*** Data for review ***

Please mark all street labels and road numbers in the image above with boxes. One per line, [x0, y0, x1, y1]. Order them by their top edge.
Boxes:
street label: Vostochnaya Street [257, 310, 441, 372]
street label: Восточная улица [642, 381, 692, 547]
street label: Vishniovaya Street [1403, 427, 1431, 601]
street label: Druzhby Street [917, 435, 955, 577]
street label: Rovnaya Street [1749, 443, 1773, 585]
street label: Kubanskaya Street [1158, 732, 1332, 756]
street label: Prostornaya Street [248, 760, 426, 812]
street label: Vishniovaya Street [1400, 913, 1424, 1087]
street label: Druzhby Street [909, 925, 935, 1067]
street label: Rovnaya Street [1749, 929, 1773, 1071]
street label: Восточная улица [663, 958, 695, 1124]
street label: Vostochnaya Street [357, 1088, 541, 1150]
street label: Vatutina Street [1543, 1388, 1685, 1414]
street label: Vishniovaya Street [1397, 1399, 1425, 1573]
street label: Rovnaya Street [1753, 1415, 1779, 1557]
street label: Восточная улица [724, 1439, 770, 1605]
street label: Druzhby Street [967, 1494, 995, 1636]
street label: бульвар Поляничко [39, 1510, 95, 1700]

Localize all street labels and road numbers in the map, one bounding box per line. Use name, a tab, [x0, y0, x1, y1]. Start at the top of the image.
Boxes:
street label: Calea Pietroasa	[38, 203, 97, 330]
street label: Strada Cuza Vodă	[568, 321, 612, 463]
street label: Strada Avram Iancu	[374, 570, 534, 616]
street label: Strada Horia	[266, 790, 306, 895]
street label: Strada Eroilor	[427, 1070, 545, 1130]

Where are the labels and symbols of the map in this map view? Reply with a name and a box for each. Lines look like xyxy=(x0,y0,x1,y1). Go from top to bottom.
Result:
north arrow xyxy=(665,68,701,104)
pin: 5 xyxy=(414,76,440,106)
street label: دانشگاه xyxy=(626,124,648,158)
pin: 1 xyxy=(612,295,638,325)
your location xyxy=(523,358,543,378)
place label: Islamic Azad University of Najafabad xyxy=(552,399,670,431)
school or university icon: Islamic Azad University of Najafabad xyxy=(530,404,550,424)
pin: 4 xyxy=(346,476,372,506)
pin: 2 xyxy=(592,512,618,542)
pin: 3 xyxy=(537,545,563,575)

*** End of Data for review ***

Task brief
Return exactly the lines from the one containing "Where are the" through the last line of the records above, both included, and nothing else.

Solution below
Where are the labels and symbols of the map in this map view? Reply with a name and a box for each. Lines look like xyxy=(x0,y0,x1,y1). Go from top to bottom.
Result:
north arrow xyxy=(665,68,701,104)
pin: 5 xyxy=(414,76,440,106)
street label: دانشگاه xyxy=(626,124,648,158)
pin: 1 xyxy=(612,295,638,325)
your location xyxy=(523,358,543,378)
place label: Islamic Azad University of Najafabad xyxy=(552,399,670,431)
school or university icon: Islamic Azad University of Najafabad xyxy=(530,404,550,424)
pin: 4 xyxy=(346,476,372,506)
pin: 2 xyxy=(592,512,618,542)
pin: 3 xyxy=(537,545,563,575)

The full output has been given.